4. Lack of Business Stakeholder Involvement
Digital initiatives led exclusively by IT often fall short. Business unit leaders must co-own the process to ensure the solution meets real-world needs. Without cross-functional collaboration, the result is frequently a technically sound solution that no one uses.
Real-World Example: An insurance company launched a customer self-service portal developed entirely by its IT department. By not involving customer service reps in the planning, key features were overlooked, and users continued to call support, rendering the portal ineffective.
Many CIOs and technical leaders struggle to influence C-level executives. If IT cannot speak the language of business—connecting initiatives to growth, cost savings, or competitive advantage—then digital efforts are sidelined as "tech projects" rather than strategic investments.

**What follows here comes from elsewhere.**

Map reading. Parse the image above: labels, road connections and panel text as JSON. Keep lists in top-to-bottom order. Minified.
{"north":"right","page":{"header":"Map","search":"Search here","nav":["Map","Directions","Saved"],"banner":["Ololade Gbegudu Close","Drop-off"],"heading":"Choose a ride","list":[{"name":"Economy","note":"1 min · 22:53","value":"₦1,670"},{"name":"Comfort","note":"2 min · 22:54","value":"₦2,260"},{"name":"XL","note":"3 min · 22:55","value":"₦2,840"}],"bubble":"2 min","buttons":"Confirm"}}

Real-World Example: A CIO presented a cloud migration initiative using only technical specifications and infrastructure diagrams. The CFO did not see the business case, leading to the project’s deprioritization in favor of more "tangible" investments.
Introducing Gleicher’s Formula for Change
One of the most useful frameworks for driving successful organizational change is Gleicher’s Formula:
D x V x F > R
Where:
D = Dissatisfaction with the current state
V = Vision for the future
F = First concrete steps
R = Resistance to change
The formula illustrates that meaningful change occurs only when dissatisfaction, vision, and first steps are all present and strong enough to overcome resistance. Importantly, since these elements are multiplied, if any one is missing (or weak), the equation collapses.
Applying Gleicher’s Formula to IT Initiatives
Here’s how IT leaders can use this model to improve project outcomes:
Bridging the Gap Between IT and the Business
To lead successful strategic enablement efforts, CIOs and IT teams must elevate their presence and perspective:
· Shift from being technology implementers to business enablers.
· Speak in terms of value, outcomes, and strategy—not just systems and specifications.
· Involve business unit leaders early to ensure alignment throughout execution.
When IT leads with empathy, clarity, and commercial awareness, it becomes a strategic driver of innovation and growth.
Conclusion
Digital initiatives don’t fail due to poor technology—they fail because of unclear value, misaligned execution, and weak collaboration.
By using a framework such as Gleicher’s Formula for Change, IT leaders can establish the conditions for success: a compelling reason for change, a clear vision, practical first steps, and a strategy for overcoming resistance.
In today’s environment, clarity and collaboration are essential—they’re the cornerstones of every successful strategic enablement effort.